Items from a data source

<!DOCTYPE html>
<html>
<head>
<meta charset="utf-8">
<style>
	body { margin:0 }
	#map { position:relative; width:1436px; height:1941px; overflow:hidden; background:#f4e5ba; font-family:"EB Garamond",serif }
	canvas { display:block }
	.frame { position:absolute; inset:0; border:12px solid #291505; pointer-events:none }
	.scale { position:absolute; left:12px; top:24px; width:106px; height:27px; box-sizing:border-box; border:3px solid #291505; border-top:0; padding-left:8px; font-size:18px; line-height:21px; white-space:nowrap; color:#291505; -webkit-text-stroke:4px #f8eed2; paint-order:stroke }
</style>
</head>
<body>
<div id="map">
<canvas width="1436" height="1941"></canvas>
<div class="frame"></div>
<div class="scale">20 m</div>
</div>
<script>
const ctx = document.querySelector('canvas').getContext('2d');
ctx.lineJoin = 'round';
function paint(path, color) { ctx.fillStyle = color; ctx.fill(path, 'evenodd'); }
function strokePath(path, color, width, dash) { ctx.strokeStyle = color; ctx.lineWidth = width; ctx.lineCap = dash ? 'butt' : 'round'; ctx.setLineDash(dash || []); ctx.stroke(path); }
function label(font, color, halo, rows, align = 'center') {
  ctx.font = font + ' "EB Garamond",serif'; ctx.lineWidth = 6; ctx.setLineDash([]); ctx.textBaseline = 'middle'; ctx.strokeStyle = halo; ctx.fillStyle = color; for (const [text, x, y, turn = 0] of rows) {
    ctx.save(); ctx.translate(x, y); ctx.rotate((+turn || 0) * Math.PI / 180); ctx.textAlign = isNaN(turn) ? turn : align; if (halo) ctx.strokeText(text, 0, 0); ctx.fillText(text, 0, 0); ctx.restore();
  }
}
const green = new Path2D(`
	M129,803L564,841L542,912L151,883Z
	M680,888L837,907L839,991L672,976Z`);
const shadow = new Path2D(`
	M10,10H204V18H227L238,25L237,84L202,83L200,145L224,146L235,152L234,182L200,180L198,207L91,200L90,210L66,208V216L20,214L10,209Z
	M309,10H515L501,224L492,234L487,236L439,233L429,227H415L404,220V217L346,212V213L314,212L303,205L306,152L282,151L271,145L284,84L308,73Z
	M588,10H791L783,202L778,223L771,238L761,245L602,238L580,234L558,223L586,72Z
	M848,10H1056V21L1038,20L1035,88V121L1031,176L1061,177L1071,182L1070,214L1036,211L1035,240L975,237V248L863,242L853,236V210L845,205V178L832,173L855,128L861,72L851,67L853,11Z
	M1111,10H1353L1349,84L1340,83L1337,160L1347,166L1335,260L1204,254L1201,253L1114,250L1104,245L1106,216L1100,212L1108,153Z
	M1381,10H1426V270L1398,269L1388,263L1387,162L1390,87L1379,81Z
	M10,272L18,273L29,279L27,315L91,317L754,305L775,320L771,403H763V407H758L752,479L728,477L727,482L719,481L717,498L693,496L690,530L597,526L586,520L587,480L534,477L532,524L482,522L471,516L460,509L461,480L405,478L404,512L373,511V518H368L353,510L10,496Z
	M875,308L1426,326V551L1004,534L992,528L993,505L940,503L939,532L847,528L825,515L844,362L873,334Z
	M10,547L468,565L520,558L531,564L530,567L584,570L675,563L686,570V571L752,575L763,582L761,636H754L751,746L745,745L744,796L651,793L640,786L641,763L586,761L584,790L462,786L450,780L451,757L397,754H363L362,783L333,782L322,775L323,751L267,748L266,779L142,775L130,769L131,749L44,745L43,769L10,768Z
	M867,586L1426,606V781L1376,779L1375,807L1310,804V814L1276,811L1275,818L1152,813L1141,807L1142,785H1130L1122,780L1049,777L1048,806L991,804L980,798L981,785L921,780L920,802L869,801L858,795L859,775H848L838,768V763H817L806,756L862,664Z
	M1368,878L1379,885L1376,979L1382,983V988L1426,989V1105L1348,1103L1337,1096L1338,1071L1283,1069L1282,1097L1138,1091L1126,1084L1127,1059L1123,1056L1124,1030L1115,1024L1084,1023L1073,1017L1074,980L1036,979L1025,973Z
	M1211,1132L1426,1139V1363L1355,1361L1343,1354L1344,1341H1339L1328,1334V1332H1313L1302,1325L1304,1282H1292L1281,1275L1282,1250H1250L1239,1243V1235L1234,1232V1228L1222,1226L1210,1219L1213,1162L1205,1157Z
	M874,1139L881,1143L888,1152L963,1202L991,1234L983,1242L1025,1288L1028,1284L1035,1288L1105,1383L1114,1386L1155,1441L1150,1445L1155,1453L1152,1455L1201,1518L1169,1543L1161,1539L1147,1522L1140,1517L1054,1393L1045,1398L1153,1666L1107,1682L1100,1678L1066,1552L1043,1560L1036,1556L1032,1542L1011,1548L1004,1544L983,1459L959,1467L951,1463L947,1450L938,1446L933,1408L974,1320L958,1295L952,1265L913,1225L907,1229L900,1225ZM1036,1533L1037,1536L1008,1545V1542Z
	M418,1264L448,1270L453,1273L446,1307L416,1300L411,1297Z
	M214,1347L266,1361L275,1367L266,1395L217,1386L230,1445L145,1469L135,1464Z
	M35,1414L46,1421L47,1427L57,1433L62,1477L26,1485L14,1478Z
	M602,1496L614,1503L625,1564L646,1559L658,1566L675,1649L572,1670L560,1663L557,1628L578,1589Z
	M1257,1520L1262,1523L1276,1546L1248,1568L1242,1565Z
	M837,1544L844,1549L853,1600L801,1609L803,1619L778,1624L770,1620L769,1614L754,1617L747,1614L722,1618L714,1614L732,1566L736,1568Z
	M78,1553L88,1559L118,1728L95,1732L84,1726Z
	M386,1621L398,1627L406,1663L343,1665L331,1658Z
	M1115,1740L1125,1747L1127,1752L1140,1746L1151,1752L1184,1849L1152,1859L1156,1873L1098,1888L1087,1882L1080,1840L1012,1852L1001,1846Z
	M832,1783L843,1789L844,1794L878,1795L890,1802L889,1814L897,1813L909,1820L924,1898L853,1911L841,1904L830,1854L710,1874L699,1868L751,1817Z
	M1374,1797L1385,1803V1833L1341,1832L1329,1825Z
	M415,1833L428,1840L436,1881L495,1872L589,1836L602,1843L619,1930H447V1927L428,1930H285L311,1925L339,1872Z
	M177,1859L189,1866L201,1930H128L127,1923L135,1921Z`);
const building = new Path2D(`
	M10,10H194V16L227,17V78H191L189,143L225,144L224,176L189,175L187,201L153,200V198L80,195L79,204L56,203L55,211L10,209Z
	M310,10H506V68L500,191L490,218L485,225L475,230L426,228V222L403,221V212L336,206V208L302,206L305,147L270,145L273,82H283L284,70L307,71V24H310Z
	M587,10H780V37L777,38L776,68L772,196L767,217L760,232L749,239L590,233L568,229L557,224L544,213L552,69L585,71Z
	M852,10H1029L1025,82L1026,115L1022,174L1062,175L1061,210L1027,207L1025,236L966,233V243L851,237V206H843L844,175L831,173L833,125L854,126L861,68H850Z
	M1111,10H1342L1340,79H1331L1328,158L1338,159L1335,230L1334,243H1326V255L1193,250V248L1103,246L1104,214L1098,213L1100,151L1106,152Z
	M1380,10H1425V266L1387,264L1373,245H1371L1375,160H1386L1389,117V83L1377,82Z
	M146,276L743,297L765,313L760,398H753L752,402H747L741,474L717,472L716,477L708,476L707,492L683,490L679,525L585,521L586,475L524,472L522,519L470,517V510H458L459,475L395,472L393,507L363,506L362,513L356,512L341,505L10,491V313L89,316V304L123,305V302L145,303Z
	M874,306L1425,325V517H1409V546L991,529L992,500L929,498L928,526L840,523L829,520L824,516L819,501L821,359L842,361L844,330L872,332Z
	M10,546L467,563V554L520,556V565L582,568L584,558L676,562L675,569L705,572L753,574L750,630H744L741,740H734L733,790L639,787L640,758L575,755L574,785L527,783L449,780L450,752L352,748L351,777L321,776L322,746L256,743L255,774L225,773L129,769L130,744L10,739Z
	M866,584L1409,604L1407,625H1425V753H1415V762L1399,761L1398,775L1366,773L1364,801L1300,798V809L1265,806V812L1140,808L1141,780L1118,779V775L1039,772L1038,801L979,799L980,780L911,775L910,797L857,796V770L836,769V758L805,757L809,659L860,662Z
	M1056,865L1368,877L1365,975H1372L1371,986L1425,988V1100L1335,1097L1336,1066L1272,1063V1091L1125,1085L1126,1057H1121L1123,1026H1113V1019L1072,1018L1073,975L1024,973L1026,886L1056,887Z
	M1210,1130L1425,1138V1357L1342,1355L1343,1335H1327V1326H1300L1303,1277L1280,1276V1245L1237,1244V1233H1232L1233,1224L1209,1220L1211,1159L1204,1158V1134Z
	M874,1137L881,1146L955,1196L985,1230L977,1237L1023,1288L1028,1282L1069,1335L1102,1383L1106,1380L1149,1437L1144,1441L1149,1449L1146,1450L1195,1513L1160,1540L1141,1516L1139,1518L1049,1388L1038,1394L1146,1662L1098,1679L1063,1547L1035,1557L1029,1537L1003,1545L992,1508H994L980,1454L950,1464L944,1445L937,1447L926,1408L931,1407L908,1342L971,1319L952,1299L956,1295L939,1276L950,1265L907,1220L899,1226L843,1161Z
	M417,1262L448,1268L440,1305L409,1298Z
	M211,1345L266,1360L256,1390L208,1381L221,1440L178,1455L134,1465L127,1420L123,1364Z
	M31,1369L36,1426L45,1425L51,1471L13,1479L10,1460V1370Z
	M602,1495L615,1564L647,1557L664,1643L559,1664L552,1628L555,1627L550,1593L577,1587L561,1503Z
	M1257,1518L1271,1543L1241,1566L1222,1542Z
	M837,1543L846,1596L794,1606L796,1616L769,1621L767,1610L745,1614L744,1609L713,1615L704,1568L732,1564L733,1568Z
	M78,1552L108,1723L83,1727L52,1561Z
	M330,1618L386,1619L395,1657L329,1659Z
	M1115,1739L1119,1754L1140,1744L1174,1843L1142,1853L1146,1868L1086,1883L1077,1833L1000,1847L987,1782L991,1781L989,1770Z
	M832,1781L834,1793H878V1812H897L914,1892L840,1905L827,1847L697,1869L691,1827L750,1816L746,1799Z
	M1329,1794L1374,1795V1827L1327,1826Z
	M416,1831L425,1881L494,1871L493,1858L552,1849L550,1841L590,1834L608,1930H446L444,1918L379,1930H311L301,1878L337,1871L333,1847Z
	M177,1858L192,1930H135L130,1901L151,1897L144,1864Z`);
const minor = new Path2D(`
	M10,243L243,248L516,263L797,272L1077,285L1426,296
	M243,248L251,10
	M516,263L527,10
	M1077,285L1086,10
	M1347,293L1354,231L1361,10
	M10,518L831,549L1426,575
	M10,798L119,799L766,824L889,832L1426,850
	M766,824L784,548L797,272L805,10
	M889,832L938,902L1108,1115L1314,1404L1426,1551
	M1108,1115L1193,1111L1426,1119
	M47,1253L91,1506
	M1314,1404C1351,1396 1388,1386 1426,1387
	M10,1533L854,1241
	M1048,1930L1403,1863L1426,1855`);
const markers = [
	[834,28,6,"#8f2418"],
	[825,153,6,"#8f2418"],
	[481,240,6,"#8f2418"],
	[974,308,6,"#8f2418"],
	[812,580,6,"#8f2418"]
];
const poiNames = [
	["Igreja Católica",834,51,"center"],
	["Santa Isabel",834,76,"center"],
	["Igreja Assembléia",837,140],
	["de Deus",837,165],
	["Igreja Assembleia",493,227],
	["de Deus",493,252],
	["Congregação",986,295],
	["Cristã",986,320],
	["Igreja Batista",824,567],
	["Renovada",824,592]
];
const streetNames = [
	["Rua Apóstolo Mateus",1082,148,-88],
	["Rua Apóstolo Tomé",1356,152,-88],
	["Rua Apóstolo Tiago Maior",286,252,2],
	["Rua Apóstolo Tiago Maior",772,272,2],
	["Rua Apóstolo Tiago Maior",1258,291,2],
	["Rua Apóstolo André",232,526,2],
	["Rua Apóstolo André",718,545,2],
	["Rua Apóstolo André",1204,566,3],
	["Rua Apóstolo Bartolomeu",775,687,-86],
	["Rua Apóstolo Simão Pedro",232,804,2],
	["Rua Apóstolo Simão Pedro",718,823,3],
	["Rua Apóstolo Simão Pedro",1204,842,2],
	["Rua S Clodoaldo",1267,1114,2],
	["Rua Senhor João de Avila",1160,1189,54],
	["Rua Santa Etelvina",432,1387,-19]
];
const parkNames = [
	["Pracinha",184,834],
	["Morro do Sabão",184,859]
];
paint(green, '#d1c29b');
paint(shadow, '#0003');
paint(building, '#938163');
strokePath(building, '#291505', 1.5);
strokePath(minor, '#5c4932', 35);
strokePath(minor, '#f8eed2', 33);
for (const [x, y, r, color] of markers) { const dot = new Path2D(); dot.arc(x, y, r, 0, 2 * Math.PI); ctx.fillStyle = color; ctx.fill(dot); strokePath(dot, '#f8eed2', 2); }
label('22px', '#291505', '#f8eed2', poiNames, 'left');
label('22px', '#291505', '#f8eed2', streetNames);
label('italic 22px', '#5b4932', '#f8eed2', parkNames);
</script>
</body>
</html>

• **PROMPT**: Filter the entries down to the lines containing "rows". Copy each of those lines.

• **ANSWER**:
function label(font, color, halo, rows, align = 'center') {
  ctx.font = font + ' "EB Garamond",serif'; ctx.lineWidth = 6; ctx.setLineDash([]); ctx.textBaseline = 'middle'; ctx.strokeStyle = halo; ctx.fillStyle = color; for (const [text, x, y, turn = 0] of rows) {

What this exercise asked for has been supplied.